◆ Aim of the exercise: Here are the records. Write out exactly the lines between the one holding "Map reading. Convert" and the one holding "Task: Give me", inclusive.
Entries supplied below:
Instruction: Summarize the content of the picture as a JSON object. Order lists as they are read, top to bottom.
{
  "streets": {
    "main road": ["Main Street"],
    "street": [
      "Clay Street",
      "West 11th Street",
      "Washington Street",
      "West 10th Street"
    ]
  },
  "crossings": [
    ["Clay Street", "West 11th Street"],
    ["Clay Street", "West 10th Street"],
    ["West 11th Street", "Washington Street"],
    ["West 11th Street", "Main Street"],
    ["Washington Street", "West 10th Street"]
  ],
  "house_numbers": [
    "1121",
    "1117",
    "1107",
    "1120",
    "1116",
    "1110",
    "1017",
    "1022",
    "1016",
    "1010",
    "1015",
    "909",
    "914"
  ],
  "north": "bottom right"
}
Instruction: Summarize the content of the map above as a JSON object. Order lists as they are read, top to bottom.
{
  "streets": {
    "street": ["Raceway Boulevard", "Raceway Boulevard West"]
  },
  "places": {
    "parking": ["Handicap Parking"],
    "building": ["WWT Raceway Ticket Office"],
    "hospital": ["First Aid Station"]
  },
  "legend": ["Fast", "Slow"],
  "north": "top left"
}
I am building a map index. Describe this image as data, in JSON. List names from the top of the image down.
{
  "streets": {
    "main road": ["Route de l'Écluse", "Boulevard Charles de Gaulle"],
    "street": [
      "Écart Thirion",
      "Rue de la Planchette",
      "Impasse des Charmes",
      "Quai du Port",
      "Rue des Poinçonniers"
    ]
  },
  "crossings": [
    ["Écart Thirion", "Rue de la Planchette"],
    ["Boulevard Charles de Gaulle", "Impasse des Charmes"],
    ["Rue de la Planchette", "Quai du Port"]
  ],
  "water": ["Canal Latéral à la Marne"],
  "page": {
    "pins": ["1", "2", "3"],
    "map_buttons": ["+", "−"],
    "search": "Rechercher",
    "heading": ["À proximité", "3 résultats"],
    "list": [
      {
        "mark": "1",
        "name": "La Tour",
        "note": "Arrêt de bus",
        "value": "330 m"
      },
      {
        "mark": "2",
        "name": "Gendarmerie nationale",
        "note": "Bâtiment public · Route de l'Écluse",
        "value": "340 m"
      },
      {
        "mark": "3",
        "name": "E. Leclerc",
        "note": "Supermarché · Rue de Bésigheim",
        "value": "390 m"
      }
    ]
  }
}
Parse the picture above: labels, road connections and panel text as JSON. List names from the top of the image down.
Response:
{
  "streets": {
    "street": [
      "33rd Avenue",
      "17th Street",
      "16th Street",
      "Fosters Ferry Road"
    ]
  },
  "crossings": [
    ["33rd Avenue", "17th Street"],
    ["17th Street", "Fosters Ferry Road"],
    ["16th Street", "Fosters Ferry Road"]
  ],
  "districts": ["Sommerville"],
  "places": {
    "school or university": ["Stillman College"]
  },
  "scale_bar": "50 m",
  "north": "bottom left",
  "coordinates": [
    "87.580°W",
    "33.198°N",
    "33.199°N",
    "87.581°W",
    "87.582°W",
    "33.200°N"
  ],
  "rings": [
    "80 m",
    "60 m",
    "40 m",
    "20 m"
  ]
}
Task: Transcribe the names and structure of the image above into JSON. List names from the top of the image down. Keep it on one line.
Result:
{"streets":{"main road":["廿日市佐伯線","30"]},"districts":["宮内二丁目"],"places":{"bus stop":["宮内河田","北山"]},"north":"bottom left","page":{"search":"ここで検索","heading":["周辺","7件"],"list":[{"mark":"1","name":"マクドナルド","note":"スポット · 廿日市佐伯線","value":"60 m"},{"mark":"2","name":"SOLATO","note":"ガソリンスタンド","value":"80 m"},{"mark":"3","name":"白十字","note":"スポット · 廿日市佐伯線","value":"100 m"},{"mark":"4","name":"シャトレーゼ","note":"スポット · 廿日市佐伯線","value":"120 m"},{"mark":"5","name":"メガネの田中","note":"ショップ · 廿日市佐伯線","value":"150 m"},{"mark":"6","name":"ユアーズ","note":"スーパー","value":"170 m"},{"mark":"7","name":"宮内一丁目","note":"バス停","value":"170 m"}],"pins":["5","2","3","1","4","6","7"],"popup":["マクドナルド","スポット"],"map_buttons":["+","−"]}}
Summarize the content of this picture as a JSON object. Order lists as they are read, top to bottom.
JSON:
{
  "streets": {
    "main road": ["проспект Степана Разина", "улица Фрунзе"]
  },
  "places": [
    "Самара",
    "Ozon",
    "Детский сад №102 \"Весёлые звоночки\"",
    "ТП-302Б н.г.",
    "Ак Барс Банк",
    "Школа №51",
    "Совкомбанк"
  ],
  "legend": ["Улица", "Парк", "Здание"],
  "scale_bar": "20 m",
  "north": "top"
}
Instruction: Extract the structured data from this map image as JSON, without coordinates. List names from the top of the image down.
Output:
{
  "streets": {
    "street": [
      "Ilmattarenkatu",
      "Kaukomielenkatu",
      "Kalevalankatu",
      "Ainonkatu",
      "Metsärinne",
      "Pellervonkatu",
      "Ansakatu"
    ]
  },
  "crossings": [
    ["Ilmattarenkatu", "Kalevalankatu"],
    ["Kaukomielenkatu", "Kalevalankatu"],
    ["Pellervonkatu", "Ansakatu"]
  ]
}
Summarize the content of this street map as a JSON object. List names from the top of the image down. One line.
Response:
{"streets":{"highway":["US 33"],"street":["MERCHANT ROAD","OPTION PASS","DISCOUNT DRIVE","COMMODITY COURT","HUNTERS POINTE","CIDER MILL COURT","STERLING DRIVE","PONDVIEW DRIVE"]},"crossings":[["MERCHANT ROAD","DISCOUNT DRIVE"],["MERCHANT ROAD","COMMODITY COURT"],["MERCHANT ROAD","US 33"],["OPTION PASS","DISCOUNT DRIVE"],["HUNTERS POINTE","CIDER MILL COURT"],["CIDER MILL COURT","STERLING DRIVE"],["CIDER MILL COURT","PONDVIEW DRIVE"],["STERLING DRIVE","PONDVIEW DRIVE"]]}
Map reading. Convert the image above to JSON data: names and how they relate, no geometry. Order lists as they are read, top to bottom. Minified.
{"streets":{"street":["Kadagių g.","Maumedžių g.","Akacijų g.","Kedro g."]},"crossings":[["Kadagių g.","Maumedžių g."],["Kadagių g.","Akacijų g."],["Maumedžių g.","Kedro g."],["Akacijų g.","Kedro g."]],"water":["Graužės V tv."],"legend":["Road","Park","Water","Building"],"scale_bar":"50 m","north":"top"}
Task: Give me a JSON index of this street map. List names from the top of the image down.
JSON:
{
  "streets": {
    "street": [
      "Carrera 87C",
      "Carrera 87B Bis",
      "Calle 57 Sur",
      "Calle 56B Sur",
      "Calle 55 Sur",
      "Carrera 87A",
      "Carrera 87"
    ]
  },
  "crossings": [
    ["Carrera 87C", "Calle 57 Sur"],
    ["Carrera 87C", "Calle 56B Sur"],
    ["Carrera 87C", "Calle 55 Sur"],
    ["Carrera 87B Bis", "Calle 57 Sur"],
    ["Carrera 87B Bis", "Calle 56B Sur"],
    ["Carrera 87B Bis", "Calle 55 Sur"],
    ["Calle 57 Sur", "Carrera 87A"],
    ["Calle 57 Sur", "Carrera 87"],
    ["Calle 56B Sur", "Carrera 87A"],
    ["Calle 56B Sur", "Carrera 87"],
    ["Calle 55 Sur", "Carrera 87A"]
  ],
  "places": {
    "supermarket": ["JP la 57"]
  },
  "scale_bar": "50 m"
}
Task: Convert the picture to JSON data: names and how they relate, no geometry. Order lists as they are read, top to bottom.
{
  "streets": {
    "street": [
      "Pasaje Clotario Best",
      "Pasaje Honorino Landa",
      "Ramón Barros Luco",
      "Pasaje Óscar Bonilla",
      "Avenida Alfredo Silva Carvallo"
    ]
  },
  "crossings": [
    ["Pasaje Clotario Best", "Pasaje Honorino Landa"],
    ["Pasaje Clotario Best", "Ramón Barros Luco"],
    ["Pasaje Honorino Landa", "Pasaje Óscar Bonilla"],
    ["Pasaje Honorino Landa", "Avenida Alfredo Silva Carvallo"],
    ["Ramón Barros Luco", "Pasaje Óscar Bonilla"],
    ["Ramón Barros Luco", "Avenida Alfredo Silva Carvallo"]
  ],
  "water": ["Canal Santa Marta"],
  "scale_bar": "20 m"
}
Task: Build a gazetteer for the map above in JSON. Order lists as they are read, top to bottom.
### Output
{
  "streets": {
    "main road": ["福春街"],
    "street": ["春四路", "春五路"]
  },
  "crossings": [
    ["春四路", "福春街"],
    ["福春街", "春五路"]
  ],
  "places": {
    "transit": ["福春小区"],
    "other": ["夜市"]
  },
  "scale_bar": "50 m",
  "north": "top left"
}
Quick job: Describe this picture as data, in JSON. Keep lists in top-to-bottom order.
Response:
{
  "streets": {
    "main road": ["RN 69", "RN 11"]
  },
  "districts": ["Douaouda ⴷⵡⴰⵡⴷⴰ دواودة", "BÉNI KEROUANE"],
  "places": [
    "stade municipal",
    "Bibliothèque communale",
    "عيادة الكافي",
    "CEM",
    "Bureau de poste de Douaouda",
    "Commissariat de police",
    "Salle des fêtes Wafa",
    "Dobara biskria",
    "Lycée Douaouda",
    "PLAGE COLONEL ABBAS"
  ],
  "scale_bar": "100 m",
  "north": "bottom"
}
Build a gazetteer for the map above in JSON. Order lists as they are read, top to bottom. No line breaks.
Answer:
End of Entries supplied.
◆ Result:
Map reading. Convert the image above to JSON data: names and how they relate, no geometry. Order lists as they are read, top to bottom. Minified.
{"streets":{"street":["Kadagių g.","Maumedžių g.","Akacijų g.","Kedro g."]},"crossings":[["Kadagių g.","Maumedžių g."],["Kadagių g.","Akacijų g."],["Maumedžių g.","Kedro g."],["Akacijų g.","Kedro g."]],"water":["Graužės V tv."],"legend":["Road","Park","Water","Building"],"scale_bar":"50 m","north":"top"}
Task: Give me a JSON index of this street map. List names from the top of the image down.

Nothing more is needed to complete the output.